▶ [Activity] Check each line of the listing for the string "speed", count the lines that have it, and answer with that number only.

▶ [Given information]
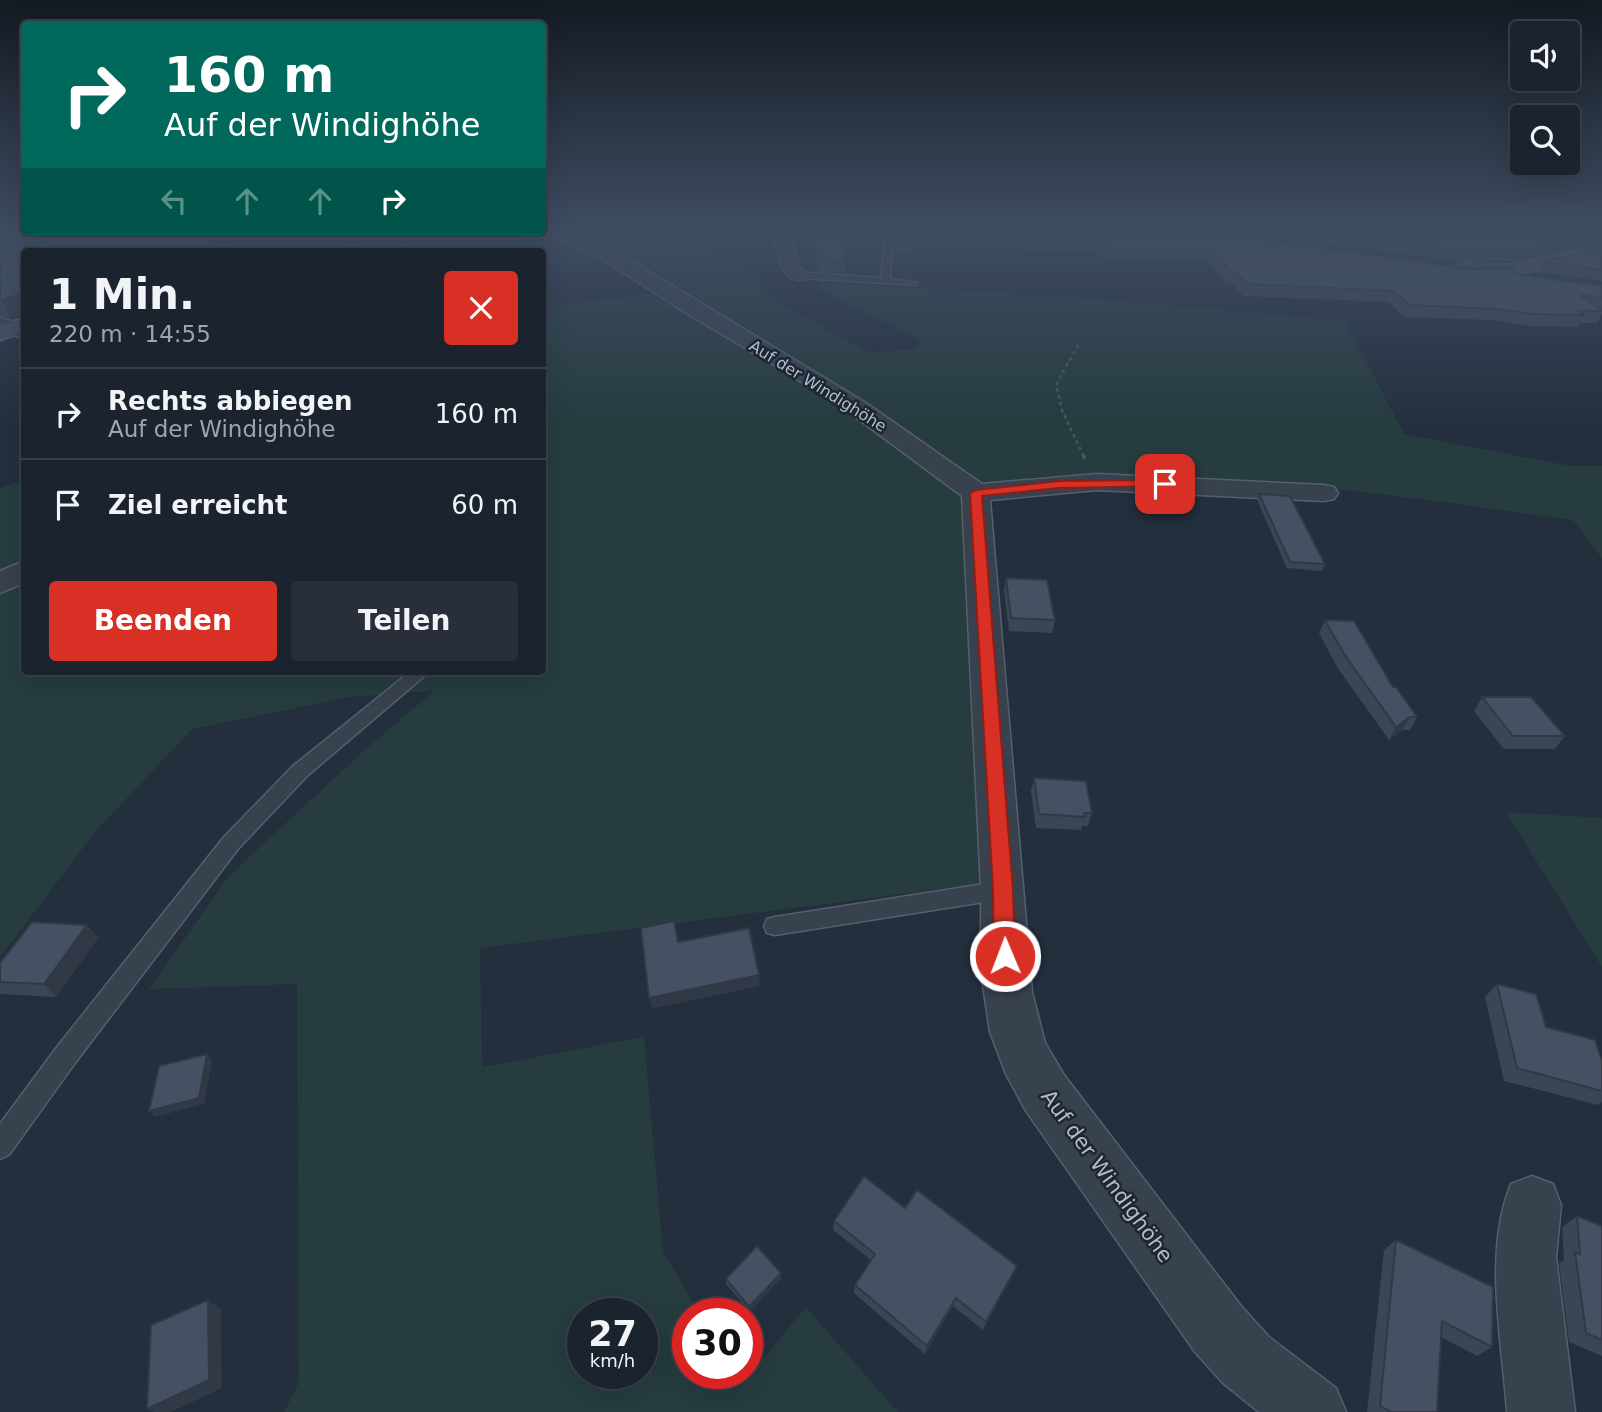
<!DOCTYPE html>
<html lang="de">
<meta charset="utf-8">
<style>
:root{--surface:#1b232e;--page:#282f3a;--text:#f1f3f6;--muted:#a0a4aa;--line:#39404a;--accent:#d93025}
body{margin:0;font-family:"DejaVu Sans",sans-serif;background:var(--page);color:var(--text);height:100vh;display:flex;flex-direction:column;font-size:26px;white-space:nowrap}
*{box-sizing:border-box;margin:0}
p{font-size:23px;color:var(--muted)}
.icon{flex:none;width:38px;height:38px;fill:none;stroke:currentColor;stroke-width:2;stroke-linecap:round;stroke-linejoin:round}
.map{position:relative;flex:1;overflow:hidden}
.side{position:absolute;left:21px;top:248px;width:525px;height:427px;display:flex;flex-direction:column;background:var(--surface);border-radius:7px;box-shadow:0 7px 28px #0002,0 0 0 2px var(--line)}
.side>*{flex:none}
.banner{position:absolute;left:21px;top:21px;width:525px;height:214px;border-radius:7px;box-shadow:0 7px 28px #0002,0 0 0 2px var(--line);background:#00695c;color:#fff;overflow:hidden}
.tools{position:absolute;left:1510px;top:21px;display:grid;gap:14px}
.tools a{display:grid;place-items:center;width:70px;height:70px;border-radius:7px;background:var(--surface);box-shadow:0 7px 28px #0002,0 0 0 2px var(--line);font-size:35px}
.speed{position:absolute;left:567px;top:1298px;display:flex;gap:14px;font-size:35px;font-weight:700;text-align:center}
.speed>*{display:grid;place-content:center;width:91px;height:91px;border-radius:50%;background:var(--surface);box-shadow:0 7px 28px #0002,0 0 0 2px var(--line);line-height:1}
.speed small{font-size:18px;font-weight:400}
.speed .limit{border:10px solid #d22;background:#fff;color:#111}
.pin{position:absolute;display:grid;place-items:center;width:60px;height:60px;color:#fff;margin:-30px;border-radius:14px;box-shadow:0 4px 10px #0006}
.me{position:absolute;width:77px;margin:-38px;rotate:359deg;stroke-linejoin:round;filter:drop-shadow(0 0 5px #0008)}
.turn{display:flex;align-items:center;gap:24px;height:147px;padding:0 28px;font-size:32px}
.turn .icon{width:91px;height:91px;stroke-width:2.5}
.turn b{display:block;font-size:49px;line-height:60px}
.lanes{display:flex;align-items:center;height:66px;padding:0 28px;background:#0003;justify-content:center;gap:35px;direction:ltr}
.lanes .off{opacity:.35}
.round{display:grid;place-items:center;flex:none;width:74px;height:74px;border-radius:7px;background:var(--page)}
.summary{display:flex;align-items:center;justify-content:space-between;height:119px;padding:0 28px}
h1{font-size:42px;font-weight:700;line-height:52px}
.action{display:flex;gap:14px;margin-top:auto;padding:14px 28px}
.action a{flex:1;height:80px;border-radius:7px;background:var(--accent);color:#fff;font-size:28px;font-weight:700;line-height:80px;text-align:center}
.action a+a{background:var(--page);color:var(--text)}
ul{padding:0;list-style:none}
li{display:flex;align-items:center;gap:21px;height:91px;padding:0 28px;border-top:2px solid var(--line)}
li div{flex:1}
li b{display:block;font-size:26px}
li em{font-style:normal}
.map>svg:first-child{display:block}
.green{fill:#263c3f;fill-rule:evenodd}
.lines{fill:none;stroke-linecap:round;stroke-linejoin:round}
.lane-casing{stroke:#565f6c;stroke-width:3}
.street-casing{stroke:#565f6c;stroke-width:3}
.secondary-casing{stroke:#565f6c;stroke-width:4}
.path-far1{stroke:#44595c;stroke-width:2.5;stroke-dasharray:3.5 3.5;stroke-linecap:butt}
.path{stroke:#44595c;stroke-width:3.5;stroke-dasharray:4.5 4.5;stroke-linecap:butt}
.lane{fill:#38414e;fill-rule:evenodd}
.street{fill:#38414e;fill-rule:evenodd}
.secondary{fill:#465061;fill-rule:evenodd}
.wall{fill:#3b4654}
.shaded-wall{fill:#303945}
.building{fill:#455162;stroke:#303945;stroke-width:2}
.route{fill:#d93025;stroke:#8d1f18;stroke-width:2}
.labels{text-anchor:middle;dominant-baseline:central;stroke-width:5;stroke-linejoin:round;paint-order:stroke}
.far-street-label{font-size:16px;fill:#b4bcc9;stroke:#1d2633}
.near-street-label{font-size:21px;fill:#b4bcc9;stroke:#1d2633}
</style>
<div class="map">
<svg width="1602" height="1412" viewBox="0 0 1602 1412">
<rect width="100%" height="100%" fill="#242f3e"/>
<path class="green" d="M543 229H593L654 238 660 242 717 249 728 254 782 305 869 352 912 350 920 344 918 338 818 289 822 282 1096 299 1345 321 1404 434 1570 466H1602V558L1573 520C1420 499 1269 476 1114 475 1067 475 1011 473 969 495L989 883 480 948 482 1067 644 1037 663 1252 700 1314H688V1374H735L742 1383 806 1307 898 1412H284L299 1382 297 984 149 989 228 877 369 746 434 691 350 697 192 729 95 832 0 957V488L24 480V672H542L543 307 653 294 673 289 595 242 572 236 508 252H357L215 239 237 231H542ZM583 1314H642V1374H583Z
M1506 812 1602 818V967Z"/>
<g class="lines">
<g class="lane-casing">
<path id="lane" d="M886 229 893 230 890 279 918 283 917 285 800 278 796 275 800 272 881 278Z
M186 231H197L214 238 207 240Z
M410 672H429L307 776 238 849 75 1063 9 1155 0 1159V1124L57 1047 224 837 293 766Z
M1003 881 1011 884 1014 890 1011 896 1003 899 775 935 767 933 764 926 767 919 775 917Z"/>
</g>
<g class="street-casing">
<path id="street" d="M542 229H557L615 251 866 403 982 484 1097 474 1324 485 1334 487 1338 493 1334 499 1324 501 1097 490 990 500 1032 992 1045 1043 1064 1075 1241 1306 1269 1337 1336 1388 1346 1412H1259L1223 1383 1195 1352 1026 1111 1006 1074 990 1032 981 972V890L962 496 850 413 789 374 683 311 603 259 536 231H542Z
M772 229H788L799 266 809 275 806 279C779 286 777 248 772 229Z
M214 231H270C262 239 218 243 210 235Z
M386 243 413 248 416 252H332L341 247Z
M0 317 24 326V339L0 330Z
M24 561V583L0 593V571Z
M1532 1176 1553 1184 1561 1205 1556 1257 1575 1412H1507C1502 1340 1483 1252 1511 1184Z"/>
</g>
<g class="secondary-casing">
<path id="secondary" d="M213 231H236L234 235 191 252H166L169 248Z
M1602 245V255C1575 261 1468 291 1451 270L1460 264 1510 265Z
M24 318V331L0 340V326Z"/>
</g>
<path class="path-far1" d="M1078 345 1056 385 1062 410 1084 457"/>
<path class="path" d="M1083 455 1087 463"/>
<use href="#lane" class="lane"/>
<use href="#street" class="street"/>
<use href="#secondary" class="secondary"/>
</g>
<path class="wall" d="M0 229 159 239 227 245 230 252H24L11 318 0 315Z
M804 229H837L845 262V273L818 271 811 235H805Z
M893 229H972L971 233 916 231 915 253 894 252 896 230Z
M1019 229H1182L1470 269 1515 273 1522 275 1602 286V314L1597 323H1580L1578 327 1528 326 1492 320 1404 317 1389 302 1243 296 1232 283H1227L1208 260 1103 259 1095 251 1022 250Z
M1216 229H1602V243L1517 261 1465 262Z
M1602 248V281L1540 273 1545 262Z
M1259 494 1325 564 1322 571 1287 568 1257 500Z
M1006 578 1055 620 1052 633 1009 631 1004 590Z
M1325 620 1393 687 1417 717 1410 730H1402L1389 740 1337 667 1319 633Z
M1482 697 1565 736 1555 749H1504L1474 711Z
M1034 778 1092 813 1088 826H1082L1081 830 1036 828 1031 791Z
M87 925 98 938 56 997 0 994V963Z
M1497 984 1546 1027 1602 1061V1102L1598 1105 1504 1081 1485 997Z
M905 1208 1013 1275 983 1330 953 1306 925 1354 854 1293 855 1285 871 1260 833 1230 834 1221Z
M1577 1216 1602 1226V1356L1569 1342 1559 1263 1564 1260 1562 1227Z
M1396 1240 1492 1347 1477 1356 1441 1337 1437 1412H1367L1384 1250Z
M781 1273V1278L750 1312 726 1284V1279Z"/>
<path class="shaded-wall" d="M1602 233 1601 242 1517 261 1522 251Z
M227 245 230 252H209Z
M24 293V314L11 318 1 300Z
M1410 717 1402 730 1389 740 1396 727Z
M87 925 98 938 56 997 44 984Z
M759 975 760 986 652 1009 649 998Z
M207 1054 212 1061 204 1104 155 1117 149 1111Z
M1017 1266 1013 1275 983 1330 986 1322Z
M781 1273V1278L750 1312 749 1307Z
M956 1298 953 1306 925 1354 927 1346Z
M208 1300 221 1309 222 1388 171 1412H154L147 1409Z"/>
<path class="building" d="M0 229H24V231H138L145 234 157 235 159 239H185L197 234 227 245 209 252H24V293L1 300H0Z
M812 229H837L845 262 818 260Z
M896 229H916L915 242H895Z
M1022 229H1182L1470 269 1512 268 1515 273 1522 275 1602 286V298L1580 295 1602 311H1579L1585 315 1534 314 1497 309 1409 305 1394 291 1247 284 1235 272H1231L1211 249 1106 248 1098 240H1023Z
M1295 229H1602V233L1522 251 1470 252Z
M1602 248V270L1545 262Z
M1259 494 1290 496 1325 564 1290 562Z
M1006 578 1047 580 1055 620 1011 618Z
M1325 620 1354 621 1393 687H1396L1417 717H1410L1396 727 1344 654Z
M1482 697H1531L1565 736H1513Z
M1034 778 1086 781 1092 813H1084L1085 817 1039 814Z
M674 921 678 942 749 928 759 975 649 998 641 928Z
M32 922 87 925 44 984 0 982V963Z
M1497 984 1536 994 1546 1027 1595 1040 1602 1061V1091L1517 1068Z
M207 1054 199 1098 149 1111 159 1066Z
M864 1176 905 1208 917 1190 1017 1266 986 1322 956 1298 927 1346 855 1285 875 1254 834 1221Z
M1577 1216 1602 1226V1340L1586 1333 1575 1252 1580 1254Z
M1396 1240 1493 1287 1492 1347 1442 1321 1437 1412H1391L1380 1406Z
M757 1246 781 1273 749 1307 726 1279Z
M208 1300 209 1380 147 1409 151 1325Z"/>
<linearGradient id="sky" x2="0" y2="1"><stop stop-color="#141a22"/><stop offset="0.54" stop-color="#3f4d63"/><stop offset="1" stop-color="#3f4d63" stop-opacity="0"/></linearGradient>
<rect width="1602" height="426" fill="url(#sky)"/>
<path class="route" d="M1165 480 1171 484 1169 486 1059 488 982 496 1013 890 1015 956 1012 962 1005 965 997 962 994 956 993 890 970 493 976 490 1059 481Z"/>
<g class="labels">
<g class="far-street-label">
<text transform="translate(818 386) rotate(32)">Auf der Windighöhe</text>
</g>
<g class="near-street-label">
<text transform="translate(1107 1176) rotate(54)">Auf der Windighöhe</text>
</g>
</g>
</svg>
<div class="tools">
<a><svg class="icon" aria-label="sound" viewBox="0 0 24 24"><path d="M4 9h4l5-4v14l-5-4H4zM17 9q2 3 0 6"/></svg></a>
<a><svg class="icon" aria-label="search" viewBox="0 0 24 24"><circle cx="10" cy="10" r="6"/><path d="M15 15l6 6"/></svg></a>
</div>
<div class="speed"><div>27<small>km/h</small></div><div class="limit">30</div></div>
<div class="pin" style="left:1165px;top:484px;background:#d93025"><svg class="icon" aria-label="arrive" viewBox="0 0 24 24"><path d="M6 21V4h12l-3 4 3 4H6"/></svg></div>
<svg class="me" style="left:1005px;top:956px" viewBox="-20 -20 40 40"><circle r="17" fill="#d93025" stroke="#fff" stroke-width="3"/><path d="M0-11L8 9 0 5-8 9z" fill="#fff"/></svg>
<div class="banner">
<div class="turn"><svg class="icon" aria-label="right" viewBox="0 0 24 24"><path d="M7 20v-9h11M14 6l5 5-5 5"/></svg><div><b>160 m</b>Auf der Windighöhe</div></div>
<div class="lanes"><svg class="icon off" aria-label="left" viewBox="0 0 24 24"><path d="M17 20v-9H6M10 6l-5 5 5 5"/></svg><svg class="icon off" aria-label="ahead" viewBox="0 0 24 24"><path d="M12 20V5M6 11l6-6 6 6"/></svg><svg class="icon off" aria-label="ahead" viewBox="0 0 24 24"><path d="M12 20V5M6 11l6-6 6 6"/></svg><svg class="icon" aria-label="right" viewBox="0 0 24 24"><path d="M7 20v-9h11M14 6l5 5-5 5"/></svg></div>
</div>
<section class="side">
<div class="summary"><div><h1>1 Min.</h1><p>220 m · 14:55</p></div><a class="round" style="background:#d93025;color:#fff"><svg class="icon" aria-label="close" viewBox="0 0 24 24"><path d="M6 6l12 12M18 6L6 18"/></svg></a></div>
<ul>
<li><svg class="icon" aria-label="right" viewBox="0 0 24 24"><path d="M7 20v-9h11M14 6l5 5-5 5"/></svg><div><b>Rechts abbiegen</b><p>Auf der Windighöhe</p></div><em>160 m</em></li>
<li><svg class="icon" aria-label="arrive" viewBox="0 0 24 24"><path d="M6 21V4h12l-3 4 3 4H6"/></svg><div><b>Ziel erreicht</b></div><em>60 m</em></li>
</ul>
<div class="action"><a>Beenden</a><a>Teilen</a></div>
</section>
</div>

▶ [Response to this task] 5